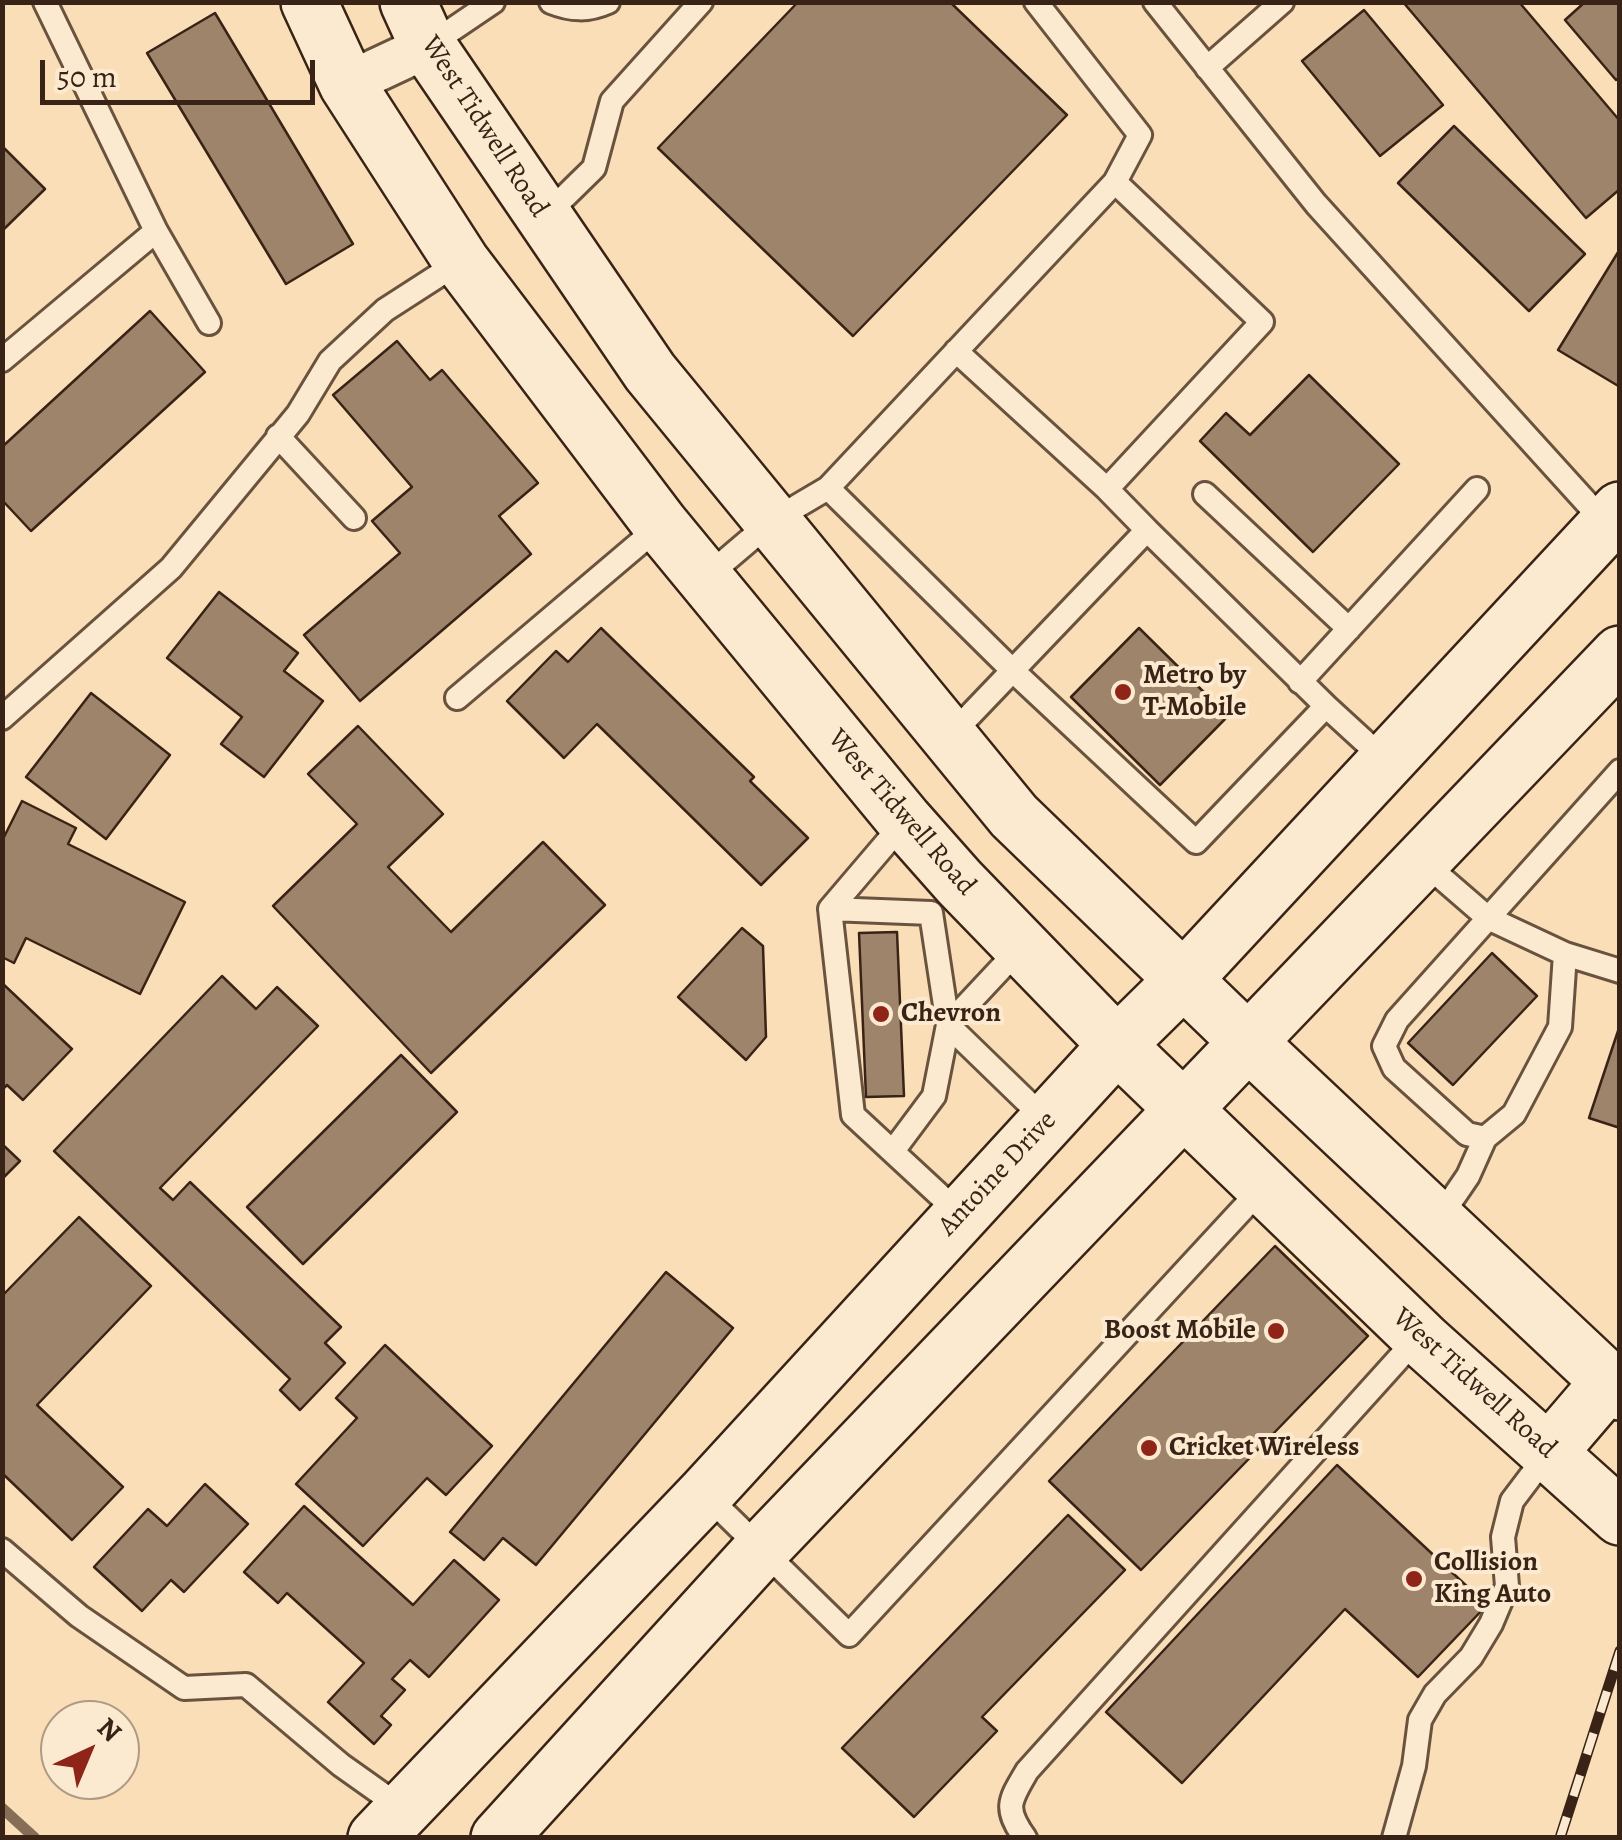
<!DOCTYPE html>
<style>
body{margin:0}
#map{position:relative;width:1622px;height:1840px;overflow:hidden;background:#fadeb7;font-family:Alegreya,serif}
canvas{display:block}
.frame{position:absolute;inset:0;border:5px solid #392316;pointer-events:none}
.north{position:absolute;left:40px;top:1700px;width:100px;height:100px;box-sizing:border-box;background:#fcead0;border:2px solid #ae9a86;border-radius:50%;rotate:44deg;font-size:28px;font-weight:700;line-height:40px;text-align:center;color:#392316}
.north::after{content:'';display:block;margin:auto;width:35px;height:45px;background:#8f2418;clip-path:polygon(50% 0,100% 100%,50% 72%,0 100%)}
.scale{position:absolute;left:40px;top:60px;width:275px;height:45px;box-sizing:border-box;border:5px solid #392316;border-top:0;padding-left:12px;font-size:30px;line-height:35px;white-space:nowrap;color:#392316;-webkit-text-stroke:8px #fcead0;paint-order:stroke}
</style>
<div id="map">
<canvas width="1622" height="1840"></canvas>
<div class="frame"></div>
<div class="north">N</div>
<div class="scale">50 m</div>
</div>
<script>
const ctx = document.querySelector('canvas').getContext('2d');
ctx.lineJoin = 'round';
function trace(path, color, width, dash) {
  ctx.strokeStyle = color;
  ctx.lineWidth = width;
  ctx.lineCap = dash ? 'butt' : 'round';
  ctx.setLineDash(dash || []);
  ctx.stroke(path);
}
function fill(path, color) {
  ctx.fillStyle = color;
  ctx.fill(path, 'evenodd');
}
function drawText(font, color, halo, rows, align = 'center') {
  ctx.font = font + ' Alegreya,serif';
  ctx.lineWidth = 8;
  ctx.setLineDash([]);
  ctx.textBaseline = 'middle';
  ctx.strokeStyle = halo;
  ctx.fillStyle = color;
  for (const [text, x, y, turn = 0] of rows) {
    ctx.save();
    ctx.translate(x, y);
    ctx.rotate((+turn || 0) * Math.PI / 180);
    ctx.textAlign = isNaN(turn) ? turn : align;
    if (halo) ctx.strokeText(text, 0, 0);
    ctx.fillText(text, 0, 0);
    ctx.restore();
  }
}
trace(new Path2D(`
 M2 1808 35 1838`), '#856d56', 11);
const building = new Path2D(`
 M798 2H950L1067 115 853 336 658 148Z
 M1403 2H1519L1620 121V189L1586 218Z
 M1585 2H1620V77L1616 80 1565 20Z
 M1364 10 1443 105 1380 156 1302 61Z
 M215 13 353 244 286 284 147 53Z
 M1454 126 1585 254 1529 311 1398 183Z
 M2 146 45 189 2 231Z
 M1620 249V387L1558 350Z
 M150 311 205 372 31 531 2 500V447Z
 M397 341 430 380 442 370 538 483 499 516 531 554 360 701 304 635 400 553 372 521 412 487 333 395Z
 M1309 375 1399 464 1313 552 1200 441 1226 413 1250 435Z
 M219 592 298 653 284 671 323 701 264 777 221 744 242 717 167 658Z
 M601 628 754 777 750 781 808 838 761 885 597 724 564 758 507 701 556 651 568 662Z
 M1139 628 1228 716 1160 785 1071 697Z
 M91 693 170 755 106 839 26 777Z
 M358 726 443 814 388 867 451 932 543 842 605 905 431 1073 273 906 357 824 308 774Z
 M22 801 76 828 68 844 185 902 140 994 26 938 14 963 2 957V841Z
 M742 928 763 946 766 1037 746 1060 678 997Z
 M897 932 904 1096 866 1097 859 933Z
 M1492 953 1537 996 1453 1085 1408 1043Z
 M222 976 256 1009 277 987 318 1026 160 1188 173 1200 190 1182 341 1327 325 1343 345 1363 300 1410 280 1390 290 1379 54 1151Z
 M2 983 72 1049 23 1100 7 1085 2 1090Z
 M1619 1028 1620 1029V1128L1589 1118Z
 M401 1055 457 1112 303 1264 247 1207Z
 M2 1144 20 1161 2 1179Z
 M79 1217 151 1286 37 1405 123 1487 72 1540 2 1473V1296Z
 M1275 1246 1368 1336 1141 1570 1049 1481Z
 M666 1272 733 1328 536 1565 503 1538 484 1560 450 1532Z
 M385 1345 492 1446 446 1495 427 1478 363 1546 296 1484 357 1418 336 1398Z
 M1337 1465 1487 1605 1418 1677 1345 1609 1182 1783 1106 1712Z
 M205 1484 248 1524 184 1592 171 1580 142 1611 94 1567 148 1509 167 1526Z
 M304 1506 413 1605 454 1560 499 1600 429 1677 410 1660 392 1679 405 1690 381 1716 391 1725 374 1744 328 1702 364 1663 287 1593 278 1603 244 1572Z
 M1068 1515 1125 1570 982 1717 997 1731 914 1817 842 1748Z`);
fill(building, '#9d846a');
trace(building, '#392316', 2.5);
const service = new Path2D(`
 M45 2 156 231 209 323
 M551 2C571 10 588 11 608 2
 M1036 2 1140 135 1115 182
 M1155 2 1316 204 1606 524
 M428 46 493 2
 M1207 68 1282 2
 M545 216 594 168 612 101 701 2
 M956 351 1107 489
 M2 360 156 231
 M278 436 354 518
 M828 488 1011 669 1196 842 1326 706 1147 530
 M1205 494 1349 629
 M705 578 772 521 828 488 1115 182 1262 322 1107 489 1147 530 950 736
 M1300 682 1477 489
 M457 698 661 525
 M1326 706 1386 761
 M2 718 171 568 298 414 330 361 385 310 461 261
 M905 821 830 909 853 1115 961 1215
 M1421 860 1488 918 1565 954 1620 971
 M830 909 931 913 948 1025 934 1096 893 1151
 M1021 947 948 1025 1047 1121
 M1485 1138 1467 1134 1394 1068 1384 1046 1397 1020 1620 771
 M1438 1220 1468 1176 1485 1138 1514 1114 1560 1027 1565 954
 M705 1494 849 1635 1263 1187
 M2 1550 79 1616 184 1688 246 1685 341 1765 403 1809
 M1025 1838C1003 1808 1010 1800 1027 1771L1419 1336
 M1394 1838 1414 1766 1420 1720 1435 1694 1471 1657 1491 1624 1507 1586 1503 1537 1512 1501 1549 1452`);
const minor = new Path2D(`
 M347 84 428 46`);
const secondary = new Path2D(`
 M309 2 347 84 461 261 661 525 905 821 959 882 1117 1045 1425 1342 1620 1517
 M408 2 428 46 650 372 1014 816 1247 1041 1620 1392
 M1549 1452 1609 1382
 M376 1838 705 1494 1117 1045 1184 979 1620 510
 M499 1838 762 1549 1620 654`);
trace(service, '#69523e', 28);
trace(minor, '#69523e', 48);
trace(secondary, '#392316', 60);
trace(service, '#fcead0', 22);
trace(minor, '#fcead0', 42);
trace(secondary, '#fcead0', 55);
const rail = new Path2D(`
 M1560 1838 1620 1651`);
trace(rail, '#392316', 11);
trace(rail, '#fcead0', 8, [22]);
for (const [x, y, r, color] of [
 [1123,692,10,"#8f2418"],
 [881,1014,10,"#8f2418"],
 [1276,1331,10,"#8f2418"],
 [1149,1448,10,"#8f2418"],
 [1414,1579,10,"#8f2418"]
]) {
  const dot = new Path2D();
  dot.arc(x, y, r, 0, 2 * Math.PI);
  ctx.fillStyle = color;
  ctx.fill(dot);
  trace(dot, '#fcead0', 4);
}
drawText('28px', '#392316', '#fcead0', [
 ["West Tidwell Road",484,127,57],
 ["West Tidwell Road",901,813,49],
 ["Antoine Drive",998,1174,-47],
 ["West Tidwell Road",1474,1384,42]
]);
drawText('bold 28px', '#392316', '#fcead0', [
 ["Metro by",1143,676],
 ["T-Mobile",1143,708],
 ["Chevron",901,1014],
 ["Boost Mobile",1256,1331,"right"],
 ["Cricket Wireless",1169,1448],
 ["Collision",1434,1563],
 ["King Auto",1434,1595]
], 'left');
</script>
════
__ABOUT THIS EXERCISE__.
Lines with "rows": copy every one of them from the listing above.

__EXERCISE RESPONSE__.
function drawText(font, color, halo, rows, align = 'center') {
  for (const [text, x, y, turn = 0] of rows) {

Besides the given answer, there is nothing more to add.